● EXERCISE PROMPT: Among these entries, how many lines contain "position"? Say the number and nothing else.

● RECORDS FOR THIS EXERCISE:
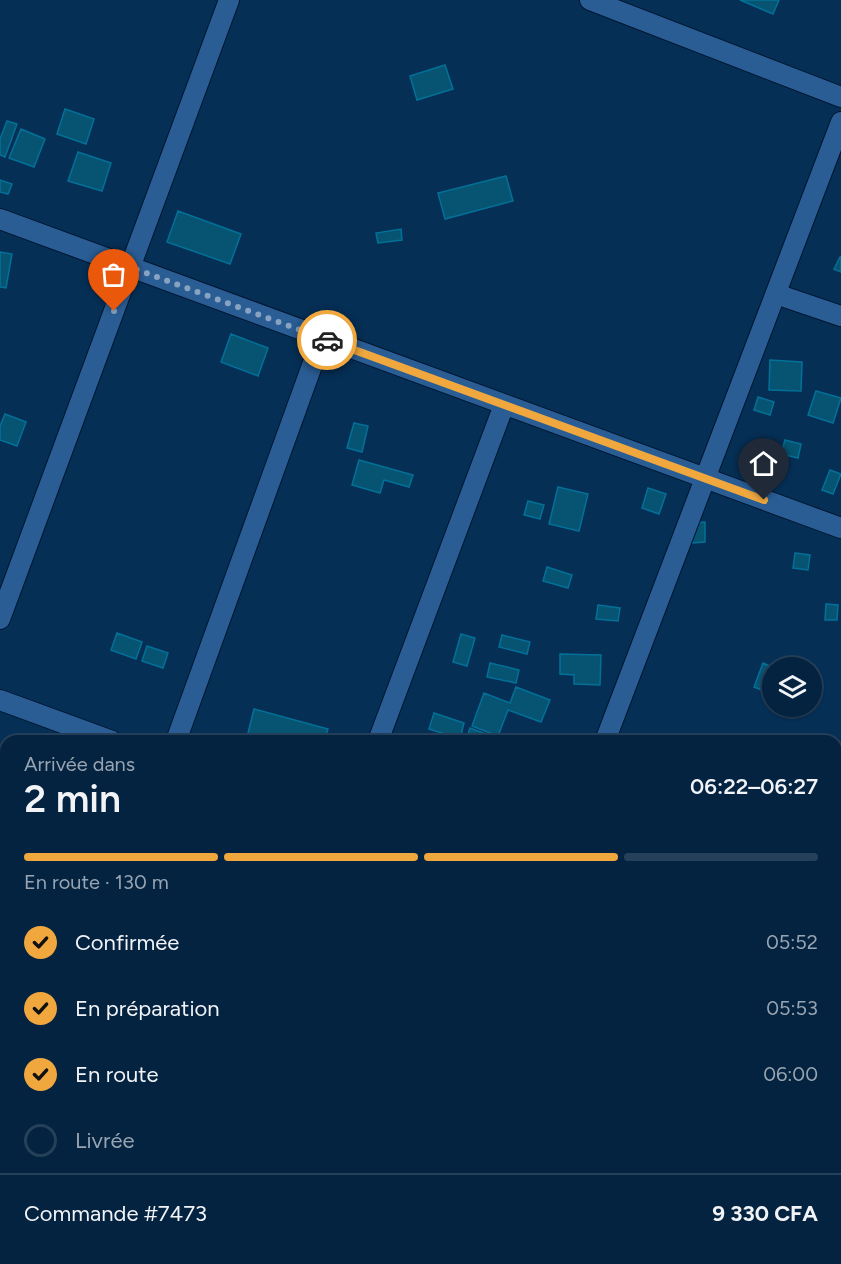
<!DOCTYPE html>
<html lang="fr">
<head>
<meta charset="utf-8">
<style>
	body { margin:0; font-family:Figtree,sans-serif; background:#122f4b; color:#f1f3f6; height:100vh; display:flex; flex-direction:column; font-size:22px; white-space:nowrap }
	* { box-sizing:border-box; margin:0 }
	p { font-size:20px; color:#97a4b1 }
	.icon { flex:none; width:33px; height:33px; fill:none; stroke:currentColor; stroke-width:2; stroke-linecap:round; stroke-linejoin:round }
	.map { position:relative; flex:1; overflow:hidden }
	.drawer { position:absolute; left:0px; top:735px; width:842px; height:530px; display:flex; flex-direction:column; background:#042340; border-radius:18px 18px 0 0; box-shadow:0 2px 4px #0004,0 0 0 2px #254059 }
	.drawer>* { flex:none }
	.controls { position:absolute; left:762px; top:657px; display:grid; gap:12px }
	.controls a { display:grid; place-items:center; width:60px; height:60px; border-radius:50%; background:#042340; box-shadow:0 2px 4px #0004,0 0 0 2px #254059; font-size:30px }
	.pin { position:absolute; display:grid; place-items:center; width:51px; height:51px; color:#fff; margin:-62px -26px; border-radius:50% 50% 50% 0; rotate:-45deg; box-shadow:0 0 6px #0007 }
	.pin .icon { rotate:45deg }
	.courier { position:absolute; display:grid; place-items:center; width:60px; height:60px; margin:-30px; border:4px solid #efa73e; border-radius:50%; background:#fff; color:#222; box-shadow:0 2px 8px #0007 }
	.overview em { font-style:normal; font-weight:600 }
	.overview div { display:flex; flex-direction:column-reverse }
	.overview { display:flex; align-items:center; justify-content:space-between; height:102px; padding:0 24px }
	h1 { font-size:39px; font-weight:600; line-height:45px }
	.bar { display:grid; grid-template-columns:repeat(4,1fr); gap:9px 6px; align-content:center; height:72px; padding:0 24px }
	.bar i { height:8px; border-radius:4px; background:#254059 }
	.bar .active { background:#efa73e }
	.bar p { grid-column:span 4 }
	.line { display:flex; align-items:center; gap:15px; padding:0 24px; border-top:2px solid #254059 }
	.line div { flex:1 }
	ol { padding:0 24px; list-style:none }
	li { display:flex; align-items:center; gap:18px; height:66px }
	li p { margin-inline-start:auto }
	li .icon { padding:6px; border-radius:50%; background:#efa73e; color:#111; stroke-width:4 }
	li:last-child { color:#97a4b1 }
	li i { width:33px; height:33px; border:3px solid #254059; border-radius:50% }
	.map>svg:first-child { display:block }
	.building { fill:#065472; stroke:#047098; stroke-width:1.5 }
	.lines { fill:none; stroke-linecap:round; stroke-linejoin:round }
	.street-casing { stroke:#001631; stroke-width:22 }
	.primary-casing { stroke:#001631; stroke-width:34 }
	.street { stroke:#2a5d94; stroke-width:20 }
	.primary { stroke:#4c8055; stroke-width:32 }
	.done { stroke:#87a3c1; stroke-width:6; stroke-dasharray:0 10.8 }
	.route { stroke:#efa73e; stroke-width:8 }
</style>
</head>
<body>
<div class="map">
<svg width="841" height="1264" viewBox="0 0 841 1264">
	<rect width="100%" height="100%" fill="#062f56"/>
	<path class="building" d="M740,0H779L773,14Z
		M445,65L453,89L417,100L410,76Z
		M65,109L94,119L86,144L57,134Z
		M7,121L17,124L5,157L0,155V139Z
		M21,129L45,139L34,167L9,158Z
		M78,152L111,163L102,191L68,181Z
		M506,176L513,201L445,219L438,193Z
		M0,180L12,184L8,194L0,192Z
		M178,211L241,234L230,264L167,242Z
		M401,229L402,240L378,243L376,233Z
		M0,252L12,254L6,288L0,287Z
		M840,257H841V272L834,269Z
		M231,334L268,348L258,376L221,362Z
		M770,360L802,362L801,391L769,390Z
		M816,391L841,398L833,423L808,415Z
		M758,397L774,402L770,415L754,410Z
		M5,414L26,422L17,446L0,440V426Z
		M354,423L368,426L362,452L347,448Z
		M785,440L801,444L798,458L781,454Z
		M359,460L413,475L409,487L384,480L380,493L352,485Z
		M830,470L841,474L833,494L822,490Z
		M558,487L588,494L579,531L549,524Z
		M648,488L666,494L659,514L642,508Z
		M528,501L544,505L540,519L524,515Z
		M705,522V542L692,543L691,523Z
		M795,553L810,555L808,570L793,568Z
		M547,567L572,575L568,588L543,581Z
		M826,604L838,605L837,620H825Z
		M598,605L620,608L618,621L596,619Z
		M117,633L142,642L136,659L111,650Z
		M461,634L475,638L467,666L453,662Z
		M502,635L530,642L527,654L499,647Z
		M147,646L168,653L163,668L142,661Z
		M560,654L601,655L600,685L574,684V675L560,674Z
		M490,663L519,670L516,683L487,677Z
		M763,663L774,668H772V677L767,692L754,687Z
		M516,687L550,700L541,722L508,710L498,736L472,726L484,693L510,703Z
		M254,709L328,729L324,741H308L286,735L285,741H246Z
		M434,713L464,723L460,739L429,729Z
		M470,728L496,738L495,741H466Z
		M4,770H6V798L0,796Z
		M3,847L6,848V873L0,871V856Z
		M453,1258H469L468,1264L452,1261Z
		M753,1258H823L821,1264H751Z"/>
	<g class="lines">
		<g class="street-casing">
			<path id="street" d="M590,0L841,97
				M0,219L841,528
				M776,294L841,316
				M0,619L229,0
				M0,700L112,741
				M176,741L322,338
				M378,741L504,405
				M605,741L841,122
				M836,789L841,775
				M0,906L6,908
				M836,1005L841,1007
				M836,1217L841,1219
				M661,1264L663,1258"/>
		</g>
		<g class="primary-casing">
			<path id="primary" d="M0,1209L6,1212
				M125,1258L139,1264"/>
		</g>
		<use href="#street" class="street"/>
		<use href="#primary" class="primary"/>
	</g>
	<g class="lines">
		<path class="done" d="M114,311L130,267L327,340"/>
		<path class="route" d="M327,340L764,500"/>
	</g>
</svg>
<div class="controls">
<a><svg class="icon" aria-label="layers" viewBox="0 0 24 24"><path d="M12 4l9 5-9 5-9-5zM3 14l9 5 9-5"/></svg></a>
</div>
<div class="pin" style="left:114px;top:311px;background:#ea580c"><svg class="icon" aria-label="bag" viewBox="0 0 24 24"><path d="M5 8h14l-1 12H6zM9 8a3 3 0 0 1 6 0"/></svg></div>
<div class="pin" style="left:764px;top:500px;background:#1f2937"><svg class="icon" aria-label="home" viewBox="0 0 24 24"><path d="M3 11l9-7 9 7M6 9v11h12V9"/></svg></div>
<div class="courier" style="left:327px;top:340px"><svg class="icon" aria-label="car" viewBox="0 0 24 24"><path d="M5 17H2v-5l4-1 3-4h7l3 4 3 1v5h-3M9 17h6M6 11h13"/><circle cx="7" cy="17" r="2"/><circle cx="17" cy="17" r="2"/></svg></div>
<section class="drawer">
<div class="overview"><div><h1>2 min</h1><p>Arrivée dans</p></div><em>06:22–06:27</em></div>
<div class="bar"><i class="active"></i><i class="active"></i><i class="active"></i><i></i><p>En route · 130 m</p></div>
<ol>
<li><svg class="icon" aria-label="check" viewBox="0 0 24 24"><path d="M5 12l5 5 9-10"/></svg>Confirmée<p>05:52</p></li>
<li><svg class="icon" aria-label="check" viewBox="0 0 24 24"><path d="M5 12l5 5 9-10"/></svg>En préparation<p>05:53</p></li>
<li><svg class="icon" aria-label="check" viewBox="0 0 24 24"><path d="M5 12l5 5 9-10"/></svg>En route<p>06:00</p></li>
<li><i></i>Livrée</li>
</ol>
<div class="line" style="height:78px"><div>Commande #7473</div><b>9 330 CFA</b></div>
</section>
</div>
</body>
</html>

● EXPECTED OUTPUT: 5